• **What to produce**:
In the data below, the answer is the run of lines from the line containing "1333 143 1389 0" through the line containing "M1654 404 1980", both included; print it exactly and nothing else.

-- -- --

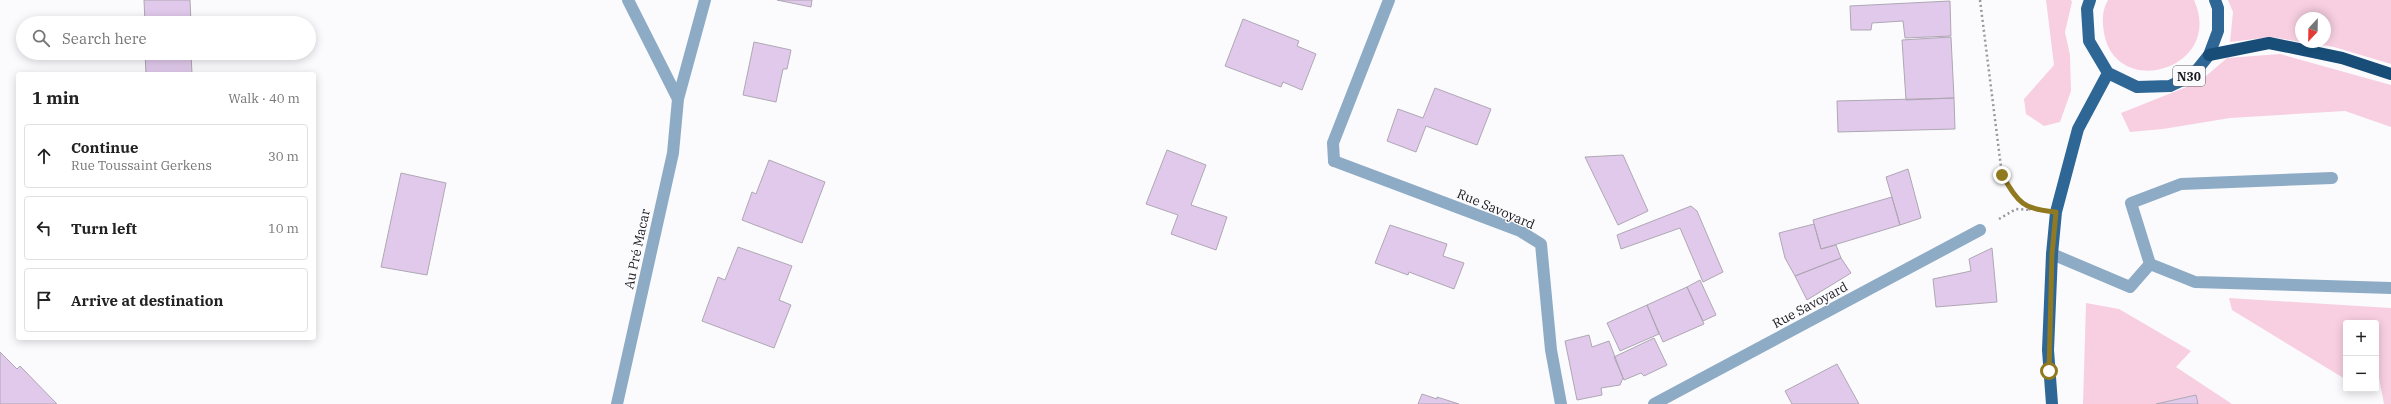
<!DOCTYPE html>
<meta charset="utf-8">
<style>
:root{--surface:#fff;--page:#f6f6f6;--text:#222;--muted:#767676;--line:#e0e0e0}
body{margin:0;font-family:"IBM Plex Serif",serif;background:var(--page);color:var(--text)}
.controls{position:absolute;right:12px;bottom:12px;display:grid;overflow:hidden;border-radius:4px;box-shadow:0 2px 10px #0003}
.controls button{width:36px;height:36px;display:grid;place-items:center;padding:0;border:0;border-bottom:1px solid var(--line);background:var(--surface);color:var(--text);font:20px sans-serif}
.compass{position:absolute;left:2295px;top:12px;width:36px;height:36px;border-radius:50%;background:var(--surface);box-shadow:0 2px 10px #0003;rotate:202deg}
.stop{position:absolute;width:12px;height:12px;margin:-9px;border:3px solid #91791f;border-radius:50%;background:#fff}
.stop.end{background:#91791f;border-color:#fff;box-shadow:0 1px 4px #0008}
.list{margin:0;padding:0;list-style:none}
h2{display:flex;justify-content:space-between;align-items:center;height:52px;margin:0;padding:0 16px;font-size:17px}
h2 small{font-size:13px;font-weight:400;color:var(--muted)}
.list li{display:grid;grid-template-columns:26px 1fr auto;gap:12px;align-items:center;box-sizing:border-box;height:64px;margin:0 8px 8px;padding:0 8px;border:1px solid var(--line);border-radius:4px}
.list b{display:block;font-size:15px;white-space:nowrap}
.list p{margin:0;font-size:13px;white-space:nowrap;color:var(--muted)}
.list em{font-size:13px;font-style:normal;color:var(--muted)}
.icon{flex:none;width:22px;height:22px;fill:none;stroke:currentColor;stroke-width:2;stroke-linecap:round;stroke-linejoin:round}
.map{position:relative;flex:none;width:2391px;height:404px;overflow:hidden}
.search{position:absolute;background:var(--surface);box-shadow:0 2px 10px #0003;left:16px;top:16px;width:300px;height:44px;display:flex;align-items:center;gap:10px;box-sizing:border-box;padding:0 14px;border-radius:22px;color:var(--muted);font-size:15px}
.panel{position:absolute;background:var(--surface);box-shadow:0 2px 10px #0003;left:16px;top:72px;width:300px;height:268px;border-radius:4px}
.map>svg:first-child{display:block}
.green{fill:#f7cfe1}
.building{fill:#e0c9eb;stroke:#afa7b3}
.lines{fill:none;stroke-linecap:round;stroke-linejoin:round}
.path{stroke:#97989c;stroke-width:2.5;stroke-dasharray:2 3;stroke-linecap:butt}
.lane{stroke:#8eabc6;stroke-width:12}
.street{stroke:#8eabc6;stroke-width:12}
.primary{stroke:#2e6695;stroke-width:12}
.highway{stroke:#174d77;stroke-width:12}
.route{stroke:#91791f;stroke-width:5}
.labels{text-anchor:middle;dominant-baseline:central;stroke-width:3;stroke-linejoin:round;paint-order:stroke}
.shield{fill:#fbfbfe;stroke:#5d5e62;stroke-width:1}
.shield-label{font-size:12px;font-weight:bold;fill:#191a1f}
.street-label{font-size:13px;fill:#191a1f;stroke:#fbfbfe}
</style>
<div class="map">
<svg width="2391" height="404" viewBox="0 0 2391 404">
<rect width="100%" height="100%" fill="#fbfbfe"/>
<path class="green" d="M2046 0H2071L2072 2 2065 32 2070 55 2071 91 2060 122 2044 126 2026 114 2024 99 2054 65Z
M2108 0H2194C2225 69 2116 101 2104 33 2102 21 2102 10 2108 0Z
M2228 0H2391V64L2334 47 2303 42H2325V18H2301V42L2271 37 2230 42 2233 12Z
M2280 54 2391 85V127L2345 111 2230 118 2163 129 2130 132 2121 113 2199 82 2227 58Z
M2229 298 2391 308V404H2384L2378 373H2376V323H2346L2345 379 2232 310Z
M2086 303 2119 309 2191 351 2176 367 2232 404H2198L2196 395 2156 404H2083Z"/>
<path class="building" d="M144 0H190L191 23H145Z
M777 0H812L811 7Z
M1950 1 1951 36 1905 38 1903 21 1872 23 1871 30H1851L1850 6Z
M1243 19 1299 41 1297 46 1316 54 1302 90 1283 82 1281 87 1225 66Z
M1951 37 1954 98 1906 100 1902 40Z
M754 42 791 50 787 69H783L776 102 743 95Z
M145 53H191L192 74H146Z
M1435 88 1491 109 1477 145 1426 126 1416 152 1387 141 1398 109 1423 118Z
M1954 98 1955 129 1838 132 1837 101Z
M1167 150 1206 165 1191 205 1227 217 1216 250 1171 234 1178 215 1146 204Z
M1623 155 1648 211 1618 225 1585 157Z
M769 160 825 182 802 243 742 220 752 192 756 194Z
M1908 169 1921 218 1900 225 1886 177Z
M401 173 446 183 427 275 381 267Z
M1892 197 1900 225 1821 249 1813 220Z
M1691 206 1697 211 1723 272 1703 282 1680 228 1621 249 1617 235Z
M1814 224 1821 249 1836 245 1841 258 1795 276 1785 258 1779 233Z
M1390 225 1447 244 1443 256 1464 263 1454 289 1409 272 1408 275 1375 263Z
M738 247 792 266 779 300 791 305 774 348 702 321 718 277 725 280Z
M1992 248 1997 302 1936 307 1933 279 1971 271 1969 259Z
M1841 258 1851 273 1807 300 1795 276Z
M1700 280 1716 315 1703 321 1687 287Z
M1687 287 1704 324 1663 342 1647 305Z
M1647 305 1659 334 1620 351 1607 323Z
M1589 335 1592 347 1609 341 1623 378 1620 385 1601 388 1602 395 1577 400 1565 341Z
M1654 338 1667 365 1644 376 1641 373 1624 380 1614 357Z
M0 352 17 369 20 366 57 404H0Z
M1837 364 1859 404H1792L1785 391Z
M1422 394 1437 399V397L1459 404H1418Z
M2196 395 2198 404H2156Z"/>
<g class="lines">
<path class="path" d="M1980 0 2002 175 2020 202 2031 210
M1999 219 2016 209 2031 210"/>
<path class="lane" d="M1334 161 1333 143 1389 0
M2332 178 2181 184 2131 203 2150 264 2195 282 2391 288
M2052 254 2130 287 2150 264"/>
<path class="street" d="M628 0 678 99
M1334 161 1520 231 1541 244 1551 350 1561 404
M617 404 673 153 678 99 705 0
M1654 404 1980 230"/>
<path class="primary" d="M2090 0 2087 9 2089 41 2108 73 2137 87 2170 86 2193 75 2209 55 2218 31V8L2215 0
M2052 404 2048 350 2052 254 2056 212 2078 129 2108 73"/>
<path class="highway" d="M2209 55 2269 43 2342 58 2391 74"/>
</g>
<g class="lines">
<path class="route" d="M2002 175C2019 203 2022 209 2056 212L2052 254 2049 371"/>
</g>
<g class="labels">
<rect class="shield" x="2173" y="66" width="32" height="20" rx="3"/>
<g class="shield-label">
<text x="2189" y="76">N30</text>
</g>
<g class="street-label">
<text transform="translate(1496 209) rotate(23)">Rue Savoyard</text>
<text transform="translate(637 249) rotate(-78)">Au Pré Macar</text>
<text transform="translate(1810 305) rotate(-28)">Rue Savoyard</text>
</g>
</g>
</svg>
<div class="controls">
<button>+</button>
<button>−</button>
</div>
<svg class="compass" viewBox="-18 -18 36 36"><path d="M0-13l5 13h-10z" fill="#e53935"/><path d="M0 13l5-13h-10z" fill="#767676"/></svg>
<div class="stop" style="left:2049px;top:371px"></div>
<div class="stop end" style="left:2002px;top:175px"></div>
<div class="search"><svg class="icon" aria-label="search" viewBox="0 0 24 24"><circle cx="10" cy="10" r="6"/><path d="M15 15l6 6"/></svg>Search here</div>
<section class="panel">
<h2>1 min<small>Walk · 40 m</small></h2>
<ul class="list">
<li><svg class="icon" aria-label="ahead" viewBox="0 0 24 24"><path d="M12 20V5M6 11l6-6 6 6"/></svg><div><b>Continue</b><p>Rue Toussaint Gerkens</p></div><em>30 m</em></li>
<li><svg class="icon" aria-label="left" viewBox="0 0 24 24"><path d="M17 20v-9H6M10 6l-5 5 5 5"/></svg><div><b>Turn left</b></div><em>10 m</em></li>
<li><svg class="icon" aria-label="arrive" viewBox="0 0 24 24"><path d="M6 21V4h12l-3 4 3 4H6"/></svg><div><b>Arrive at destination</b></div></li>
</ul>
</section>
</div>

-- -- --

• **Output of the task**:
<path class="lane" d="M1334 161 1333 143 1389 0
M2332 178 2181 184 2131 203 2150 264 2195 282 2391 288
M2052 254 2130 287 2150 264"/>
<path class="street" d="M628 0 678 99
M1334 161 1520 231 1541 244 1551 350 1561 404
M617 404 673 153 678 99 705 0
M1654 404 1980 230"/>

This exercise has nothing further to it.